• **WORK ITEM**:
In the records that follow, locate every line with "controls" and extract it.

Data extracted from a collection
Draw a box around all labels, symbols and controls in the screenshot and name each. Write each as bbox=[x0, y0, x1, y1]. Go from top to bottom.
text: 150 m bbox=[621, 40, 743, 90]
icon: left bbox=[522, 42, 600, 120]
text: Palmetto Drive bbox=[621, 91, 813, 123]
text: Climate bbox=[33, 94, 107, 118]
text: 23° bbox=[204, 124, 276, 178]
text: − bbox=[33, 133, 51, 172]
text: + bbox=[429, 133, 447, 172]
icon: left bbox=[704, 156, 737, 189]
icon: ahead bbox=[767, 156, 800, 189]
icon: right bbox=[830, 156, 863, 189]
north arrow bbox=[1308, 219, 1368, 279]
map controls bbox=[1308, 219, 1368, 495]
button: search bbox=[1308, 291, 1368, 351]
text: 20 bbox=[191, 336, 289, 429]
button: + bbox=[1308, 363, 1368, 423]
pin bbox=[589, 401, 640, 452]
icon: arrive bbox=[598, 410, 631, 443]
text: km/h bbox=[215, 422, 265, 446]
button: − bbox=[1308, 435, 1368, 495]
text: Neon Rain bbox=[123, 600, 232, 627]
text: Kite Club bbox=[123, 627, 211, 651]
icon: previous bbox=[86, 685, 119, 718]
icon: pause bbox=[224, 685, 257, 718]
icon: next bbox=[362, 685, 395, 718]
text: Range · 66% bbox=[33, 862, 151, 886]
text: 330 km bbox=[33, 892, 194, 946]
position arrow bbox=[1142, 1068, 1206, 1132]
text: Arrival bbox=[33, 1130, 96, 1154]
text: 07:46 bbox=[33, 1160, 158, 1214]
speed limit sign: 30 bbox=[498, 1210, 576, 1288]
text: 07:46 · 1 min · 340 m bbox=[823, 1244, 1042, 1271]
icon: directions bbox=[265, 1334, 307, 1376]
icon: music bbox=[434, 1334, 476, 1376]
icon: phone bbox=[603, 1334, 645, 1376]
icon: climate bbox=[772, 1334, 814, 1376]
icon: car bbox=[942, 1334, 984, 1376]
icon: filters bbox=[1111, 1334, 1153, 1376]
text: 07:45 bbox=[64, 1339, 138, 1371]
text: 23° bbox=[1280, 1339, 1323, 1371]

• **ANSWER SPACE**:
Draw a box around all labels, symbols and controls in the screenshot and name each. Write each as bbox=[x0, y0, x1, y1]. Go from top to bottom.
map controls bbox=[1308, 219, 1368, 495]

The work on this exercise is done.